- **Prompt**
For this exercise, output the line containing "<button>+</button>" and all lines after it to the end of the records, exactly, with no other content.

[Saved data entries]
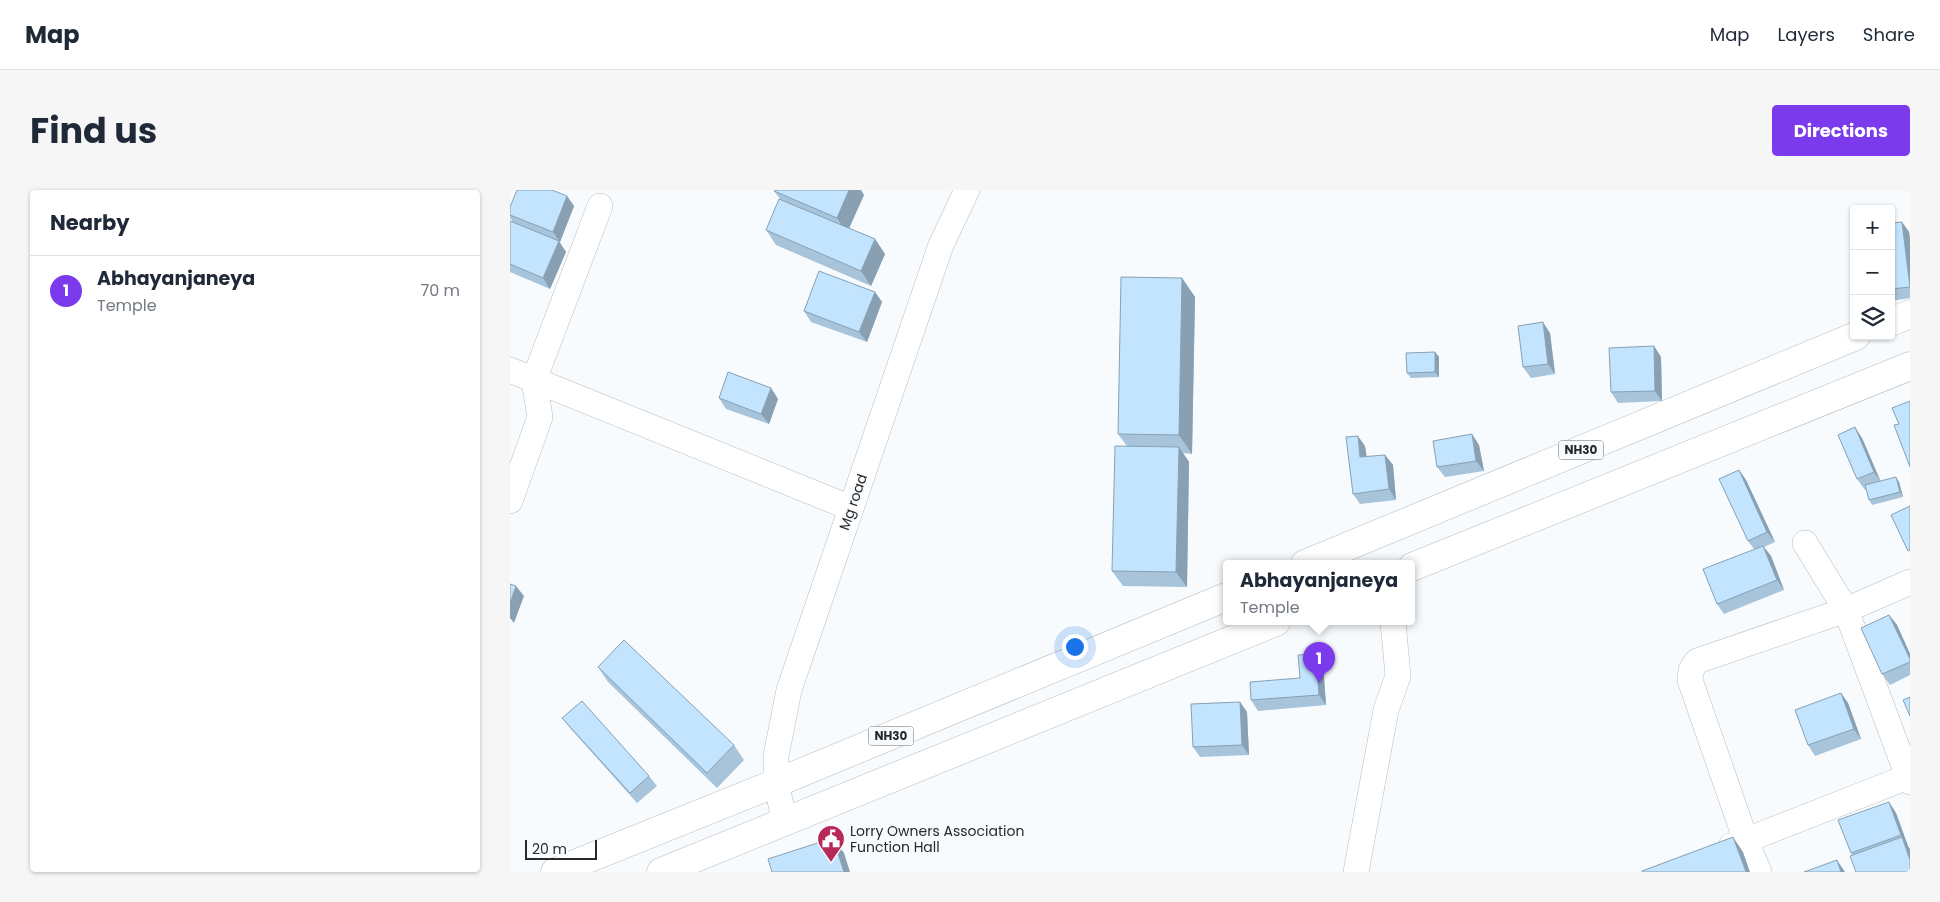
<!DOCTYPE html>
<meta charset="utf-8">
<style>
:root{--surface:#fff;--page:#f6f6f7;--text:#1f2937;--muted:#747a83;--line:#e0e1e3;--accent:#7c3aed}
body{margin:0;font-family:Poppins,sans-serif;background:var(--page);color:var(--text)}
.controls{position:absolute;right:15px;top:15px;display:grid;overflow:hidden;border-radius:5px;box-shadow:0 1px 4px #0004}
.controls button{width:45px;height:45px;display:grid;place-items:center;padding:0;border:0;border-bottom:1px solid var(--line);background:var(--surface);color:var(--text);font:25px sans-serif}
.scale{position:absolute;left:15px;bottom:12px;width:72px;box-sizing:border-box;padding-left:5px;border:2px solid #28292a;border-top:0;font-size:14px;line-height:18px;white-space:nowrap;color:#28292a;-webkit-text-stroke:4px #f8fbfe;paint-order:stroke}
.you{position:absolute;left:564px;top:456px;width:18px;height:18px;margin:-12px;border:4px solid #fff;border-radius:50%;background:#1a73e8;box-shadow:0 0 0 8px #1a73e833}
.badge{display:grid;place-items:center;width:32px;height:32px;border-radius:50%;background:var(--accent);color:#fff;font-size:16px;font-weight:700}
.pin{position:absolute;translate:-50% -41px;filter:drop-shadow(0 1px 2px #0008)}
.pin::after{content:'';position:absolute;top:26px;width:18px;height:15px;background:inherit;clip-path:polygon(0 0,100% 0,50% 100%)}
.popup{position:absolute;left:713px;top:370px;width:192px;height:65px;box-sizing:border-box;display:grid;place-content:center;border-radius:5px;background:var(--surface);filter:drop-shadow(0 1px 4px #0005);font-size:16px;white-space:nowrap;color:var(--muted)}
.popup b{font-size:19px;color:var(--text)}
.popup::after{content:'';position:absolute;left:50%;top:100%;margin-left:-10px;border:10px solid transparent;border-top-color:var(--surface)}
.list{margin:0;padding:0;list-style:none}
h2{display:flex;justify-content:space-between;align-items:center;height:65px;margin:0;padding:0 20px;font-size:21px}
h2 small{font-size:16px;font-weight:400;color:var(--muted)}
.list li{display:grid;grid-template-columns:32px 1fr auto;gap:15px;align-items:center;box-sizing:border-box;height:70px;padding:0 20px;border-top:1px solid var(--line)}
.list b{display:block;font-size:19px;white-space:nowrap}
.list p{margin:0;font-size:16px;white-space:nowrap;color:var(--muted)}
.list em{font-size:16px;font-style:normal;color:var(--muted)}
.icon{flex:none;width:28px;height:28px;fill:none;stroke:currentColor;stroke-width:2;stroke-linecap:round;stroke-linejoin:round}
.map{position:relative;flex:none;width:1400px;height:682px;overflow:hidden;border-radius:5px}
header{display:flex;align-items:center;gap:30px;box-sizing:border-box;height:70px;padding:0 25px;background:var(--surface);border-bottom:1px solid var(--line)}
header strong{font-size:24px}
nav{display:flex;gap:28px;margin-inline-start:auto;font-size:18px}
.intro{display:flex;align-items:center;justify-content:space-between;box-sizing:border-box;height:120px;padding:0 30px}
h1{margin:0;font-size:35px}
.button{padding:12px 22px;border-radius:5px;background:var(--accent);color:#fff;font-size:18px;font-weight:700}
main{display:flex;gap:30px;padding:0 30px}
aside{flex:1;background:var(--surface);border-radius:5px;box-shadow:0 1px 4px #0004}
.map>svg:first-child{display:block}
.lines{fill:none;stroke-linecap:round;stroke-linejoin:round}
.minor-casing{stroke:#b8bbbd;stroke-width:26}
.trunk-casing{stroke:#b8bbbd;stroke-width:29}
.minor{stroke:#fff;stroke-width:25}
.trunk{stroke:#fff;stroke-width:28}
.wall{fill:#a7c4da}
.shaded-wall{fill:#88a0b2}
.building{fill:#c2e4fe;stroke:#88a0b2}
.labels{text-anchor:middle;stroke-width:4;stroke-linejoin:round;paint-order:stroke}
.shield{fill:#f8fbfe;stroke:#66686a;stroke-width:1}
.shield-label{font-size:12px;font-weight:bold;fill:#28292a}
.street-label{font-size:14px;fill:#28292a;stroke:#f8fbfe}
.poi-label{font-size:14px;fill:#28292a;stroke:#f8fbfe;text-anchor:start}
</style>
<header>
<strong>Map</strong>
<nav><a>Map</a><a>Layers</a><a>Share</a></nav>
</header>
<div class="intro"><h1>Find us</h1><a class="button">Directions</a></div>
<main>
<aside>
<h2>Nearby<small></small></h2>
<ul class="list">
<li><span class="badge">1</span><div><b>Abhayanjaneya</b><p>Temple</p></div><em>70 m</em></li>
</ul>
</aside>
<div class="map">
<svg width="1400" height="682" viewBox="0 0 1400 682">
<rect width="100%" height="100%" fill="#f8fbfe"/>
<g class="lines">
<defs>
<path id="minor" d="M 0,180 L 341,318
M 0,311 L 30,227 L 24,190 L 90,16
M 1295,353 L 1336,420 L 1400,592
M 275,632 L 266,593 L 266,566 L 279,500 L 431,55 L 457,0
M 1221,656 L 1400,586
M 846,682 L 876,520 L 888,486 L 883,432
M 1249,682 L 1236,651 L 1180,490 L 1181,480 L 1187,471 L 1336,420 L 1400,392"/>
<path id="trunk" d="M 1381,132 L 1400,124
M 795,374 L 1346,146
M 902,377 L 1400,176
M 45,682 L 266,593 L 716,407
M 151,682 L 766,432"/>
</defs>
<use href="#minor" class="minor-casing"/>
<use href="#trunk" class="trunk-casing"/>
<use href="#minor" class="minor"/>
<use href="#trunk" class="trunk"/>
</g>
<path class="wall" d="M 264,1 L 354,5 L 339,38 L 365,49 L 375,64 L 361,96 L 266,55 L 256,40 L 270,9 Z
M 57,6 L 64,16 L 50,52 L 48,51 L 56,62 L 40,99 L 0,82 L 0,31 L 3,32 L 0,28 L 0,17 Z
M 1392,32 L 1399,42 L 1400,49 L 1400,108 L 1381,111 L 1381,33 Z
M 672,88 L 685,107 L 682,264 L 673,263 L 679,272 L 677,397 L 613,396 L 602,381 L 617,256 L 608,244 Z
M 365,102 L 372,112 L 357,152 L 301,132 L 294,121 Z
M 1040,143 L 1045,184 L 1021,188 L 1013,177 Z
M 1144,156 L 1151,167 L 1152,211 L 1108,213 L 1101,202 Z
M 925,162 L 929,167 L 929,187 L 901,188 L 897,183 Z
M 261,198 L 268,209 L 259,234 L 216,219 L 209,208 Z
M 1352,248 L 1370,291 L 1389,292 L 1393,307 L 1362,315 L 1359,310 L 1356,299 L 1355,300 L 1347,289 Z
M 969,255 L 974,281 L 935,287 L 927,277 Z
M 855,256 L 857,267 L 875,265 L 883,275 L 886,310 L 850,314 L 843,304 Z
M 1229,280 L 1236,290 L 1265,352 L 1254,357 L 1261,366 L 1274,400 L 1214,424 L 1207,414 L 1244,359 L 1238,351 Z
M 1379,425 L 1387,435 L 1400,464 L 1400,485 L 1380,495 L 1372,484 Z
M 806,464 L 813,474 L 816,515 L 748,521 L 741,510 L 790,488 Z
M 88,477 L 224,555 L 234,570 L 207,598 L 98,492 Z
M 1331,503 L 1338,513 L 1351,549 L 1305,566 L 1298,555 Z
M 730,512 L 737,522 L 739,565 L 690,567 L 683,557 Z
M 52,528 L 139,586 L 147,596 L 127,613 L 60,538 Z
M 1379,612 L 1386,623 L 1398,656 L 1342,665 L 1341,663 Z"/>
<path class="shaded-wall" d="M 339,0 L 351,0 L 354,5 L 337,43 L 327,28 Z
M 57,6 L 64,16 L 50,52 L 43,42 Z
M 1392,32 L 1399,42 L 1400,49 L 1400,97 Z
M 365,49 L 375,64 L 361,96 L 351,81 Z
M 49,51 L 56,62 L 40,99 L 33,88 Z
M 672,88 L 685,107 L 682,264 L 669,245 Z
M 365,102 L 372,112 L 357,152 L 349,142 Z
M 1033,132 L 1040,143 L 1045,184 L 1038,174 Z
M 1144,156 L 1151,167 L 1152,211 L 1145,201 Z
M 925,162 L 929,167 L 929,187 L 925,182 Z
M 261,198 L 268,209 L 259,234 L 251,224 Z
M 1345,237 L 1352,248 L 1371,292 L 1364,282 Z
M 962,244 L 969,255 L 974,281 L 966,271 Z
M 848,246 L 855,256 L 858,278 L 850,267 Z
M 669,257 L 679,272 L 677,397 L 666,382 Z
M 875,265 L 883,275 L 886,310 L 879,299 Z
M 1229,280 L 1236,290 L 1265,352 L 1257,342 Z
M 1386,287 L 1389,292 L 1393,307 L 1390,302 Z
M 1253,356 L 1261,366 L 1274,400 L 1267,390 Z
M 6,396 L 14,406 L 4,433 L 0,428 L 0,413 Z
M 1379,425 L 1387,435 L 1400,464 L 1400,469 Z
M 806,464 L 813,474 L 816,515 L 809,505 Z
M 1331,503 L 1338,513 L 1351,549 L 1344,539 Z
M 730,512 L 737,522 L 739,565 L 732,555 Z
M 1379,612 L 1386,623 L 1398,656 L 1391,645 Z
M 1223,647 L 1233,662 L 1240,682 L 1236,682 Z
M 1392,647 L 1400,659 L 1400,670 Z
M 323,648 L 334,663 L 340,682 L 334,682 Z
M 1327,670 L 1335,682 L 1331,682 Z"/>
<path class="building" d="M 7,0 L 42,0 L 57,6 L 43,42 L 0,25 L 0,17 Z
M 265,0 L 339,0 L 327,28 L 264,1 Z
M 269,9 L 365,49 L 351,81 L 256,40 Z
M 0,31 L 49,51 L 33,88 L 0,74 Z
M 1392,32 L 1400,97 L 1381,99 L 1381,33 Z
M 309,81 L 365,102 L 349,142 L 294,121 Z
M 611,87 L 672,88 L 669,245 L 608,244 Z
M 1033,132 L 1038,174 L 1013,177 L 1008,136 Z
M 1144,156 L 1145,201 L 1101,202 L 1099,158 Z
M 925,162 L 925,182 L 897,183 L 896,163 Z
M 218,182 L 261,198 L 251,224 L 209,208 Z
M 1400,211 L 1400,277 L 1384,235 L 1389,234 L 1382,218 Z
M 1345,237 L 1364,282 L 1347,289 L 1328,245 Z
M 962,244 L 966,271 L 927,277 L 923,251 Z
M 848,246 L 850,267 L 875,265 L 879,299 L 843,304 L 836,247 Z
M 605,256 L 669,257 L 666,382 L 602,381 Z
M 1229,280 L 1257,342 L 1238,351 L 1209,289 Z
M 1386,287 L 1390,302 L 1359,310 L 1355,295 Z
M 1400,316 L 1400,360 L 1398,361 L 1381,325 Z
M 1253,356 L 1267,390 L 1207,414 L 1193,379 Z
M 0,394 L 6,396 L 0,413 Z
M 1379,425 L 1400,469 L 1400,472 L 1372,484 L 1351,438 Z
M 114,450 L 224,555 L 197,583 L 88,477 Z
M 806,464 L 809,505 L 741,510 L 740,492 L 790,488 L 788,465 Z
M 1331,503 L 1344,539 L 1298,555 L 1285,520 Z
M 1400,507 L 1400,526 L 1393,510 Z
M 72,511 L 139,586 L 120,603 L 52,528 Z
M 730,512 L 732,555 L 683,557 L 681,514 Z
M 1379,612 L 1391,645 L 1341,663 L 1328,630 Z
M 1223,647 L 1236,682 L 1132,682 L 1132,681 Z
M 1392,647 L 1400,670 L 1400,682 L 1346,682 L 1340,666 Z
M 323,648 L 334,682 L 262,682 L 258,669 Z
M 1327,670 L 1331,682 L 1294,682 Z"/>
<defs>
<symbol id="civic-pin" viewBox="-11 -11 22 30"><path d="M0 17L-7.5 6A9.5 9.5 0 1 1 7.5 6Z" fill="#b72959" stroke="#f8fbfe"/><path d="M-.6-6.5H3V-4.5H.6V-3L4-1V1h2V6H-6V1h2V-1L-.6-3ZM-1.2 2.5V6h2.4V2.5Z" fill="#fff"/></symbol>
</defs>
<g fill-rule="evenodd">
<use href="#civic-pin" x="305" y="633" width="32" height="43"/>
</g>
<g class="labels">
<g class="shield">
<rect x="1048.5" y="250.5" width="45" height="19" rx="4"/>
<rect x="358.5" y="536.5" width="45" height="19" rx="4"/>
</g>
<g class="shield-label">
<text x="1071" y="264">NH30</text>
<text x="381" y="550">NH30</text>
</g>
<g class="street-label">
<text transform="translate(343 312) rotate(-71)" y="5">Mg road</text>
</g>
<g class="poi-label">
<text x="340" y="646">Lorry Owners Association<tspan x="340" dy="16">Function Hall</tspan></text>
</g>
</g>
</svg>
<div class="controls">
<button>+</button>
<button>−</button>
<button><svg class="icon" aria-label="layers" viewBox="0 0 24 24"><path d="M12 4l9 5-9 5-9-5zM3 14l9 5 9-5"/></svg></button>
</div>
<div class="scale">20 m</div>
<div class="you"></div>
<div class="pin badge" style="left:809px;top:493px">1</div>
<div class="popup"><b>Abhayanjaneya</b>Temple</div>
</div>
</main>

- **Answer area**
<button>+</button>
<button>−</button>
<button><svg class="icon" aria-label="layers" viewBox="0 0 24 24"><path d="M12 4l9 5-9 5-9-5zM3 14l9 5 9-5"/></svg></button>
</div>
<div class="scale">20 m</div>
<div class="you"></div>
<div class="pin badge" style="left:809px;top:493px">1</div>
<div class="popup"><b>Abhayanjaneya</b>Temple</div>
</div>
</main>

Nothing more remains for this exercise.